TASK PROMPT:
Your answer must be an exact copy of the entries, containing no images.

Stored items
....

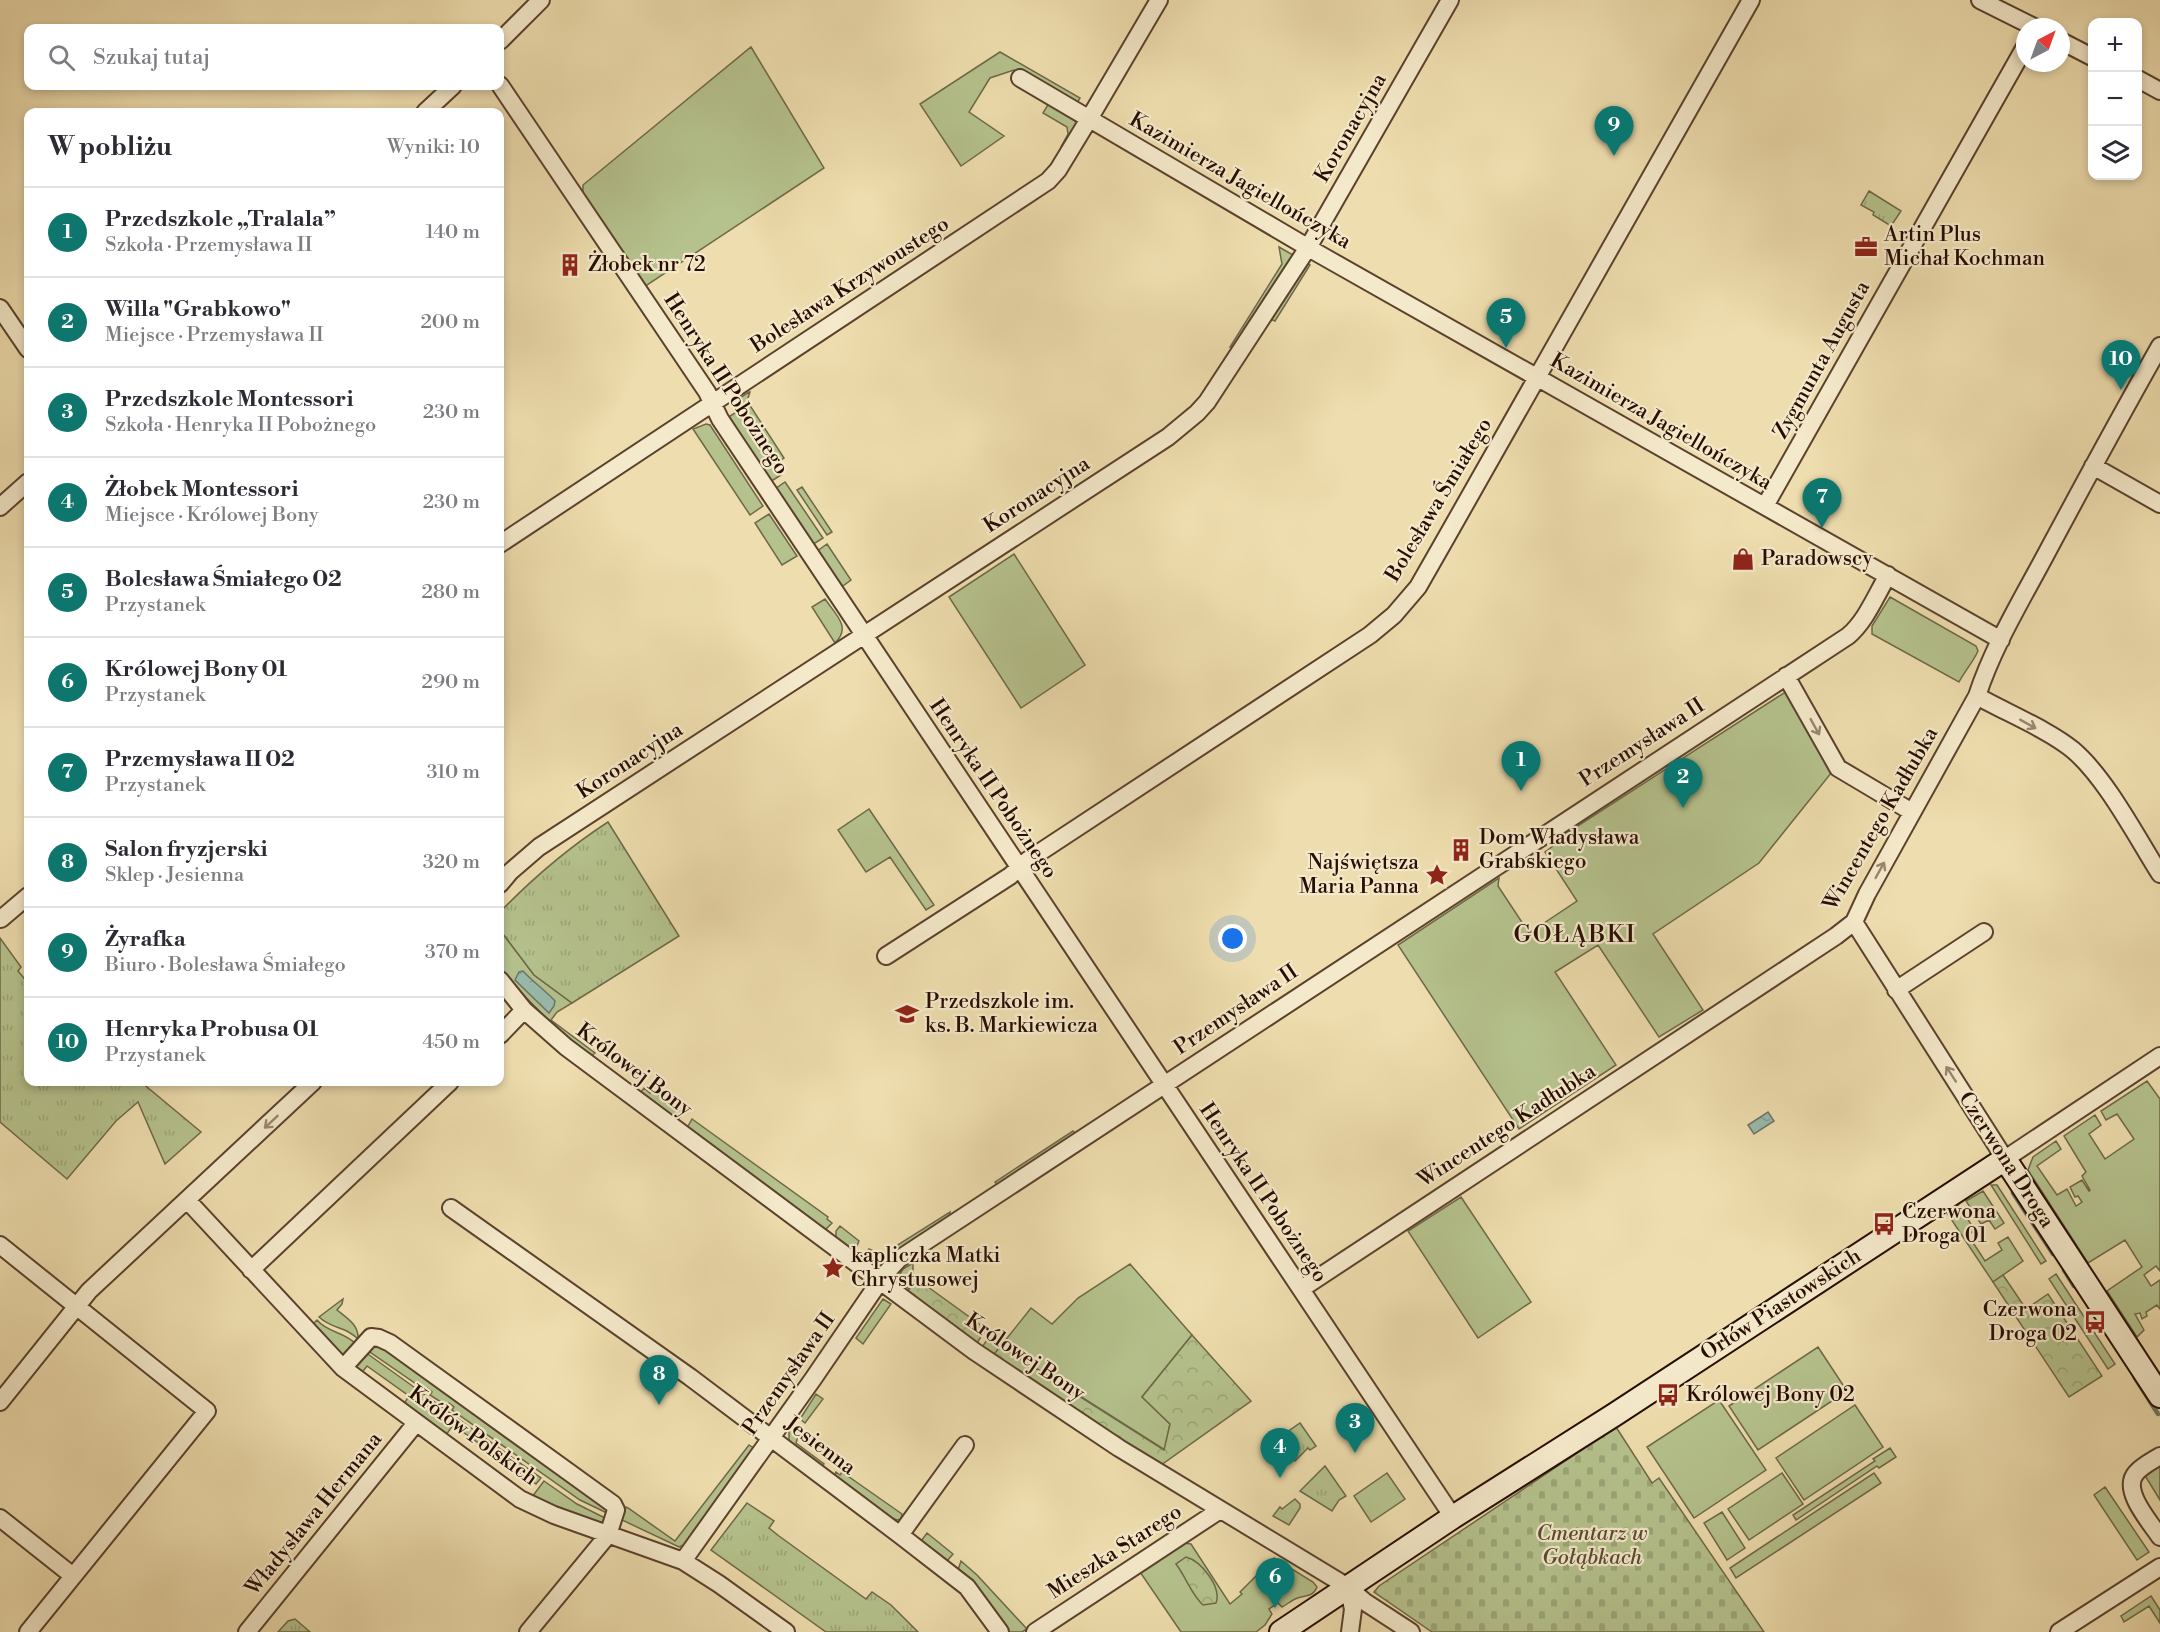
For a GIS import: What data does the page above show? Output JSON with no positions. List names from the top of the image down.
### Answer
{
  "streets": {
    "street": [
      "Koronacyjna",
      "Kazimierza Jagiellończyka",
      "Bolesława Krzywoustego",
      "Zygmunta Augusta",
      "Henryka II Pobożnego",
      "Bolesława Śmiałego",
      "Przemysława II",
      "Wincentego Kadłubka",
      "Królowej Bony",
      "Czerwona Droga",
      "Orłów Piastowskich",
      "Królów Polskich",
      "Jesienna",
      "Władysława Hermana",
      "Mieszka Starego"
    ]
  },
  "crossings": [
    ["Koronacyjna", "Kazimierza Jagiellończyka"],
    ["Koronacyjna", "Henryka II Pobożnego"],
    ["Kazimierza Jagiellończyka", "Bolesława Krzywoustego"],
    ["Kazimierza Jagiellończyka", "Zygmunta Augusta"],
    ["Kazimierza Jagiellończyka", "Bolesława Śmiałego"],
    ["Kazimierza Jagiellończyka", "Przemysława II"],
    ["Kazimierza Jagiellończyka", "Wincentego Kadłubka"],
    ["Bolesława Krzywoustego", "Henryka II Pobożnego"],
    ["Henryka II Pobożnego", "Bolesława Śmiałego"],
    ["Henryka II Pobożnego", "Przemysława II"],
    ["Henryka II Pobożnego", "Wincentego Kadłubka"],
    ["Henryka II Pobożnego", "Orłów Piastowskich"],
    ["Przemysława II", "Królowej Bony"],
    ["Przemysława II", "Królów Polskich"],
    ["Przemysława II", "Jesienna"],
    ["Wincentego Kadłubka", "Czerwona Droga"],
    ["Królowej Bony", "Orłów Piastowskich"],
    ["Królowej Bony", "Mieszka Starego"],
    ["Czerwona Droga", "Orłów Piastowskich"],
    ["Królów Polskich", "Władysława Hermana"]
  ],
  "one_way": ["Czerwona Droga"],
  "districts": ["GOŁĄBKI"],
  "parks": ["Cmentarz w Gołąbkach"],
  "places": {
    "office": ["Artin Plus Michał Kochman"],
    "building": ["Żłobek nr 72", "Dom Władysława Grabskiego"],
    "shop": ["Paradowscy"],
    "place": ["Najświętsza Maria Panna", "kapliczka Matki Chrystusowej"],
    "school or university": ["Przedszkole im. ks. B. Markiewicza"],
    "bus stop": ["Czerwona Droga 01", "Czerwona Droga 02", "Królowej Bony 02"]
  },
  "north": "top right",
  "page": {
    "map_buttons": ["+", "−"],
    "search": "Szukaj tutaj",
    "pins": [
      "9",
      "5",
      "10",
      "7",
      "1",
      "2",
      "8",
      "3",
      "4",
      "6"
    ],
    "heading": ["W pobliżu", "Wyniki: 10"],
    "list": [
      {
        "mark": "1",
        "name": "Przedszkole „Tralala”",
        "note": "Szkoła · Przemysława II",
        "value": "140 m"
      },
      {
        "mark": "2",
        "name": "Willa \"Grabkowo\"",
        "note": "Miejsce · Przemysława II",
        "value": "200 m"
      },
      {
        "mark": "3",
        "name": "Przedszkole Montessori",
        "note": "Szkoła · Henryka II Pobożnego",
        "value": "230 m"
      },
      {
        "mark": "4",
        "name": "Żłobek Montessori",
        "note": "Miejsce · Królowej Bony",
        "value": "230 m"
      },
      {
        "mark": "5",
        "name": "Bolesława Śmiałego 02",
        "note": "Przystanek",
        "value": "280 m"
      },
      {
        "mark": "6",
        "name": "Królowej Bony 01",
        "note": "Przystanek",
        "value": "290 m"
      },
      {
        "mark": "7",
        "name": "Przemysława II 02",
        "note": "Przystanek",
        "value": "310 m"
      },
      {
        "mark": "8",
        "name": "Salon fryzjerski",
        "note": "Sklep · Jesienna",
        "value": "320 m"
      },
      {
        "mark": "9",
        "name": "Żyrafka",
        "note": "Biuro · Bolesława Śmiałego",
        "value": "370 m"
      },
      {
        "mark": "10",
        "name": "Henryka Probusa 01",
        "note": "Przystanek",
        "value": "450 m"
      }
    ]
  }
}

....

ANSWER SECTION:
For a GIS import: What data does the page above show? Output JSON with no positions. List names from the top of the image down.
### Answer
{
  "streets": {
    "street": [
      "Koronacyjna",
      "Kazimierza Jagiellończyka",
      "Bolesława Krzywoustego",
      "Zygmunta Augusta",
      "Henryka II Pobożnego",
      "Bolesława Śmiałego",
      "Przemysława II",
      "Wincentego Kadłubka",
      "Królowej Bony",
      "Czerwona Droga",
      "Orłów Piastowskich",
      "Królów Polskich",
      "Jesienna",
      "Władysława Hermana",
      "Mieszka Starego"
    ]
  },
  "crossings": [
    ["Koronacyjna", "Kazimierza Jagiellończyka"],
    ["Koronacyjna", "Henryka II Pobożnego"],
    ["Kazimierza Jagiellończyka", "Bolesława Krzywoustego"],
    ["Kazimierza Jagiellończyka", "Zygmunta Augusta"],
    ["Kazimierza Jagiellończyka", "Bolesława Śmiałego"],
    ["Kazimierza Jagiellończyka", "Przemysława II"],
    ["Kazimierza Jagiellończyka", "Wincentego Kadłubka"],
    ["Bolesława Krzywoustego", "Henryka II Pobożnego"],
    ["Henryka II Pobożnego", "Bolesława Śmiałego"],
    ["Henryka II Pobożnego", "Przemysława II"],
    ["Henryka II Pobożnego", "Wincentego Kadłubka"],
    ["Henryka II Pobożnego", "Orłów Piastowskich"],
    ["Przemysława II", "Królowej Bony"],
    ["Przemysława II", "Królów Polskich"],
    ["Przemysława II", "Jesienna"],
    ["Wincentego Kadłubka", "Czerwona Droga"],
    ["Królowej Bony", "Orłów Piastowskich"],
    ["Królowej Bony", "Mieszka Starego"],
    ["Czerwona Droga", "Orłów Piastowskich"],
    ["Królów Polskich", "Władysława Hermana"]
  ],
  "one_way": ["Czerwona Droga"],
  "districts": ["GOŁĄBKI"],
  "parks": ["Cmentarz w Gołąbkach"],
  "places": {
    "office": ["Artin Plus Michał Kochman"],
    "building": ["Żłobek nr 72", "Dom Władysława Grabskiego"],
    "shop": ["Paradowscy"],
    "place": ["Najświętsza Maria Panna", "kapliczka Matki Chrystusowej"],
    "school or university": ["Przedszkole im. ks. B. Markiewicza"],
    "bus stop": ["Czerwona Droga 01", "Czerwona Droga 02", "Królowej Bony 02"]
  },
  "north": "top right",
  "page": {
    "map_buttons": ["+", "−"],
    "search": "Szukaj tutaj",
    "pins": [
      "9",
      "5",
      "10",
      "7",
      "1",
      "2",
      "8",
      "3",
      "4",
      "6"
    ],
    "heading": ["W pobliżu", "Wyniki: 10"],
    "list": [
      {
        "mark": "1",
        "name": "Przedszkole „Tralala”",
        "note": "Szkoła · Przemysława II",
        "value": "140 m"
      },
      {
        "mark": "2",
        "name": "Willa \"Grabkowo\"",
        "note": "Miejsce · Przemysława II",
        "value": "200 m"
      },
      {
        "mark": "3",
        "name": "Przedszkole Montessori",
        "note": "Szkoła · Henryka II Pobożnego",
        "value": "230 m"
      },
      {
        "mark": "4",
        "name": "Żłobek Montessori",
        "note": "Miejsce · Królowej Bony",
        "value": "230 m"
      },
      {
        "mark": "5",
        "name": "Bolesława Śmiałego 02",
        "note": "Przystanek",
        "value": "280 m"
      },
      {
        "mark": "6",
        "name": "Królowej Bony 01",
        "note": "Przystanek",
        "value": "290 m"
      },
      {
        "mark": "7",
        "name": "Przemysława II 02",
        "note": "Przystanek",
        "value": "310 m"
      },
      {
        "mark": "8",
        "name": "Salon fryzjerski",
        "note": "Sklep · Jesienna",
        "value": "320 m"
      },
      {
        "mark": "9",
        "name": "Żyrafka",
        "note": "Biuro · Bolesława Śmiałego",
        "value": "370 m"
      },
      {
        "mark": "10",
        "name": "Henryka Probusa 01",
        "note": "Przystanek",
        "value": "450 m"
      }
    ]
  }
}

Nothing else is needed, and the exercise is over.